Basic Data Structures

Collections

Like all containers, collections can grow, shrink, or change over time.
Collections support basic operations such as: insert elements to a collection, remove elements from a collection, or search whether an element belongs to a collection.

# Add an element pointed to by x.
insert(C, x)

# Given a pointer x to an element in a collection C, remove x from C.
remove(C, x)

# Given a collection C and a key k, return a pointer x to an element in C.
# Output: x.key = k or NIL
search(C, k)

Arrays

An array is a container that can hold a fixed number of items that should be of the same type.

arr = [1, 2, 3, 4, 5, 6, 7, 8, 9, 10]

Each array item is called an element.
The location of each element, in an array, can be identified using numerical indices.
A basic property of an array is its size

Array `insert`

def insert(arr, item, k):
    if k >= len(arr):
        raise Exception
    arr[k] = item
    
    return arr

> insert([1,2,3], 4, 1)
[1, 4, 3]

Warning: Arrays in Python are not arrays, but lists internally. This makes the implementation of several array operations look weird.

def append(arr, item):
  # Fishy, just for demo purposes
  arr = arr + [None]
  arr[len(arr) - 1] = item
    
  return arr

Array `remove`

def remove(arr, item_index):
  if item_index >= len(arr):
    raise Exception
        
  return arr[0:item_index] + arr[item_index + 1:len(arr)]

Remove an item by index splits the array in 2, 1 part from the beggining of the array till the removal point, second part from the removal point till the end of the array.

> remove([1,2,3,4,5], 5)
[1, 2, 4, 5, 10]

> remove([1,2,3,4,5,10], 0)
[2, 3, 4, 5, 10]

Array `search` and `contains`

search returns the first position of item in arr

def search(arr, item):
  for i in range(len(arr)):
    if arr[i] == item:
      return i
  return -1

> search([1,2,3,4,5], 3)
2

contains returns a Boolean if the provided item exists in an array

def contains(arr, item):
  for i in arr:
    if i == item:
      return True
  return False

Stacks

Stacks and queues are abstract data types that represent dynamic collections, where the way an element can be removed from a set is prespecified
- LIFO: Last-in, First-out (stacks)
- FIFO: First-in, First-out (queues)
If a stack consists of elements S[1..S.top], S[1] is the element at the bottom of the stack and S[S.top] is the element at the top of the stack. If S.top = 0, the stack is empty.

Stack Operations

The insert operation on a stack is called as push.

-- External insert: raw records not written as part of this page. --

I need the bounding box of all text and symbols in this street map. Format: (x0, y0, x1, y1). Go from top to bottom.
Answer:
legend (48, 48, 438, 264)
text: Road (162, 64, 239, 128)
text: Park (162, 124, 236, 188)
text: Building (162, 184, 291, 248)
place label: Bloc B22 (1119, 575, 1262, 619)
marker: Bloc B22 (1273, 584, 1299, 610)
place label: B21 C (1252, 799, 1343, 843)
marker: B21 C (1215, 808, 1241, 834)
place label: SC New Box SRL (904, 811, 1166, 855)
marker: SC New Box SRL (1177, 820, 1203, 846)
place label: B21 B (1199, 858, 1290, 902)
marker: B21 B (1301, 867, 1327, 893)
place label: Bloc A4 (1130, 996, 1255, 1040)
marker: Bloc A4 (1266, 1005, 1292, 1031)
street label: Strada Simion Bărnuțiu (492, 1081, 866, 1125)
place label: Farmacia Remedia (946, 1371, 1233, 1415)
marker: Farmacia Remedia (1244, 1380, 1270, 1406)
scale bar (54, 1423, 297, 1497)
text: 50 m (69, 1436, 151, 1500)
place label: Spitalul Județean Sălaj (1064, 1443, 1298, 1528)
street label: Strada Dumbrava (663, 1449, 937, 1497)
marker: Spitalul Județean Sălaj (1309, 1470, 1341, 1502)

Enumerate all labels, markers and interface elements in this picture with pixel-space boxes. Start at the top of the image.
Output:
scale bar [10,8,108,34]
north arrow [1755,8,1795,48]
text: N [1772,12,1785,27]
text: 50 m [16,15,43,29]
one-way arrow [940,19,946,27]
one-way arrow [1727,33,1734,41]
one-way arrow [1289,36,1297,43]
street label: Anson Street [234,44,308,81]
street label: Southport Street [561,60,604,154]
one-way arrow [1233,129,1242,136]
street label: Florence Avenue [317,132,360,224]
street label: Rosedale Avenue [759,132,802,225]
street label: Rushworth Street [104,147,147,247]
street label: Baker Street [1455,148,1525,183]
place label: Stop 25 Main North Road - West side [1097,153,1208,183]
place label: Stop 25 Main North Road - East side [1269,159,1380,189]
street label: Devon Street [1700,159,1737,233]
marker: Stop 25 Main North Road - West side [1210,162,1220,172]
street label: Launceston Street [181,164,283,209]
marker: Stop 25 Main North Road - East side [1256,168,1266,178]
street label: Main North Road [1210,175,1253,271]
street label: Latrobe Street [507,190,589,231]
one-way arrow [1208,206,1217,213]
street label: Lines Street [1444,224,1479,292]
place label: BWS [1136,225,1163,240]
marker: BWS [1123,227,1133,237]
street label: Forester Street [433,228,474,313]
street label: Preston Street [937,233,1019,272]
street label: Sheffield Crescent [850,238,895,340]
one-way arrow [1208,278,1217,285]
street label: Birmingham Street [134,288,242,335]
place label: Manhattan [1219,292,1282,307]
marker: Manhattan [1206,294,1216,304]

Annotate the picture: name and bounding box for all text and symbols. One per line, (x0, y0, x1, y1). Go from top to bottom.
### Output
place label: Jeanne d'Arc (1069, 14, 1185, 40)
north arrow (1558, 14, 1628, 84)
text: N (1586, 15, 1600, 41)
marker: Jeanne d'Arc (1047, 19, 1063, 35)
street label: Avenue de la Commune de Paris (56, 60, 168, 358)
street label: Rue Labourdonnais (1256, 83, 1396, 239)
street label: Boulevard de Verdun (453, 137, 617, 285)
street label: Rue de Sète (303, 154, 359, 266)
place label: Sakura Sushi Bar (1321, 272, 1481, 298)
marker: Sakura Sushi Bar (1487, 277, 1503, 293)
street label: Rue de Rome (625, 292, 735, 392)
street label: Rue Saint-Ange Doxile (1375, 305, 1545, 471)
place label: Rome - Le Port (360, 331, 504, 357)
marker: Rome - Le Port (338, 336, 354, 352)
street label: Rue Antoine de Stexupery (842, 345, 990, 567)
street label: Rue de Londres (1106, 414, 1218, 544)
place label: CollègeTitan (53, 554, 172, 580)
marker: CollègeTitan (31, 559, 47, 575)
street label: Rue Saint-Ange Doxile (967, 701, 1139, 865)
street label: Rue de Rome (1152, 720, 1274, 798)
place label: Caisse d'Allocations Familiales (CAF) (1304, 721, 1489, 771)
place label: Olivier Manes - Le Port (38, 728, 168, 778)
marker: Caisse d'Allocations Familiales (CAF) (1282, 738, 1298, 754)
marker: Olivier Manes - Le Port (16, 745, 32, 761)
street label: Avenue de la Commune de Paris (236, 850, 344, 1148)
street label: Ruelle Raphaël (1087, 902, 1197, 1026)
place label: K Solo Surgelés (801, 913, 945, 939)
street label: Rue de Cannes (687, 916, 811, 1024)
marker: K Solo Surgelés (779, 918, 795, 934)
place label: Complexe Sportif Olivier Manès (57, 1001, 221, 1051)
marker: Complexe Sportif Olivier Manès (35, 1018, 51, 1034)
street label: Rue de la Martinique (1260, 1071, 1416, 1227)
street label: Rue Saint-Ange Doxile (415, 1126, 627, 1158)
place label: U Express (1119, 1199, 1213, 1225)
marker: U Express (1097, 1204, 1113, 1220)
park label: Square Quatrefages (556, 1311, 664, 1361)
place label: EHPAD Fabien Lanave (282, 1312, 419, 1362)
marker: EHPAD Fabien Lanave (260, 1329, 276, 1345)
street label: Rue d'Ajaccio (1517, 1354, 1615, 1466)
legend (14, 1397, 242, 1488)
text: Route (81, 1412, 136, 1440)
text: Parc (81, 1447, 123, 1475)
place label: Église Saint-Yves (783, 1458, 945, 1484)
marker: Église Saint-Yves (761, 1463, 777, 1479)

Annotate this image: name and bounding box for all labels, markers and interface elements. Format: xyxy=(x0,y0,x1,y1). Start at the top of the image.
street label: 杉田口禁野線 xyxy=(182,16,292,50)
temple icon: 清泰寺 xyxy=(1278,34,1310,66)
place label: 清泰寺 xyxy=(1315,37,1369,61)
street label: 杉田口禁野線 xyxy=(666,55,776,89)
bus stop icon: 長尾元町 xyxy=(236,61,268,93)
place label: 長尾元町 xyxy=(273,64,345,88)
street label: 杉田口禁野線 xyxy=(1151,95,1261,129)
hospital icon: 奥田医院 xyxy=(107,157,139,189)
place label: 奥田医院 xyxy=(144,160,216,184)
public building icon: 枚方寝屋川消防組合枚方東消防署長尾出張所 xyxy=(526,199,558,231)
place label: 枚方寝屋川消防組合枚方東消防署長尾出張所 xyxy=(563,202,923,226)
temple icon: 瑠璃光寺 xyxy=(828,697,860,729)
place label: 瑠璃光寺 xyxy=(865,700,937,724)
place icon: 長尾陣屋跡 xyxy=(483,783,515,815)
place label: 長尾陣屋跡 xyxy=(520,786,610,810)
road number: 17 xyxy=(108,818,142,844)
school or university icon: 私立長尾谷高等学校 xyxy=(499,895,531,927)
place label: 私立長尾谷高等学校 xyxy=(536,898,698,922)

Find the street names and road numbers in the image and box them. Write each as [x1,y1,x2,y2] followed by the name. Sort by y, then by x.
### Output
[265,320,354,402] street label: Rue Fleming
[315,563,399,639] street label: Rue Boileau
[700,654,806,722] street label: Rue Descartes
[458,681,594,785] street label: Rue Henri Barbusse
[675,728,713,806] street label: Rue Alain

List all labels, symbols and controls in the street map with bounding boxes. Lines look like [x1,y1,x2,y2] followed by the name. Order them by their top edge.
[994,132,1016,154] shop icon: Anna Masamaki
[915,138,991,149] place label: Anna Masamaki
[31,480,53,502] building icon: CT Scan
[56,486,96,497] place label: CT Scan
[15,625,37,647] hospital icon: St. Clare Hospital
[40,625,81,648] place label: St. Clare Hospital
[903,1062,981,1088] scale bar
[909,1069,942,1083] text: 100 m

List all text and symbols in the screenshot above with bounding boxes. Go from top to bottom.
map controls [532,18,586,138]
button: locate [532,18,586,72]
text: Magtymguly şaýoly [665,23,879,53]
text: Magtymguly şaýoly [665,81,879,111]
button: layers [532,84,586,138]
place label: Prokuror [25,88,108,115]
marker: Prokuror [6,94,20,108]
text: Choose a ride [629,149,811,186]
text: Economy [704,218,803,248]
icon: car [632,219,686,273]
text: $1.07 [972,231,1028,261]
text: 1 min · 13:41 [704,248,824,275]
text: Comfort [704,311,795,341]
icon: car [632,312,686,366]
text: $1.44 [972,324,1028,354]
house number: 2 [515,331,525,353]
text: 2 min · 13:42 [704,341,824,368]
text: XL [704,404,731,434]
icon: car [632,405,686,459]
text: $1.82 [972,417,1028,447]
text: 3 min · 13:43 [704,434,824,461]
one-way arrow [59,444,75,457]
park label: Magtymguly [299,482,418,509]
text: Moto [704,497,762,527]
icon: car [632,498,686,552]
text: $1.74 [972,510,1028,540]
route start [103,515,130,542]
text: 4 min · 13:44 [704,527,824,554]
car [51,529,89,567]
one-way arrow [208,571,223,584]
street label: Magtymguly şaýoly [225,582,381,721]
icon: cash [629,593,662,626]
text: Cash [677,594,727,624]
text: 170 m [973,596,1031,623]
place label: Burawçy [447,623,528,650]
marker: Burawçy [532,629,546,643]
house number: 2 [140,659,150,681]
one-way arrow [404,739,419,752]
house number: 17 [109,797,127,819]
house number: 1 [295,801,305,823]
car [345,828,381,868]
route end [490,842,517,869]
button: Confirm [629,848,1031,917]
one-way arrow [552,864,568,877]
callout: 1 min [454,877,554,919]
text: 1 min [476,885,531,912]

The remove operation is called as pop.
The top operation on a stack returns that most recently added element.
The empty operation checks whether the stack is empty.

Representation of Stacks using arrays

Stacks are usually implemented using a backing array and a pointer that points to the top of the stack:

class Stack():
    def __init__(self, size = -1):
        # Stack size, configurable
        if size > 0:
            self.size = size
        else:
            self.size = 10
        # Backing array 
        self.arr = map(lambda x: None, range(self.size))
        # Top pointer
        self.top = 0

We initialize the Stack calling the constructor

> s = Stack(10)
> s.arr
[None, None, None, None, None, None, None, None, None, None]
> s.top
0

`push` and `pop`

push adds an element to a stack.

def push(s, element):
    if s.top >= len(s.arr):
        raise Exception # StackOveflow
    
    s.arr[s.top] = element
    s.top = s.top + 1
    return s

> s = push(s, 10)
> s.arr
[10, None, None, None, None, None, None, None, None, None]
> s.top
1

pop removes and returns the top element from the stack

def pop(s):
    if s.top == 0:
        raise Exception # No element in stack
    
    result = s.arr[s.top - 1]
    s.top = s.top - 1 
    return result
    
> pop(s)
10
> s.arr
[10, None, None, None, None, None, None, None, None, None]
> s.top
0

Fun with stacks

One common problem when writing code in languages like Lisp is that we have too many parentheses to check. To solved this problem, we need to implement a “balanced parenthesis checker (bpc)”.

Some Lisp code:

(setf (fdefinition 'f) #'(lambda (a) (block f b...)))

Some example runs:

bpc("()") -> True
bpc("(())((())") -> False

def bpc(inp):
  pass

Queues

In a queue, the element to be removed is the oldest one
If a queue consists of elements Q[1..n], Q.head points to its head and Q.tail points the next position where a new element can be added to the queue.

When Q.head = Q.tail, it means that the queue is empty.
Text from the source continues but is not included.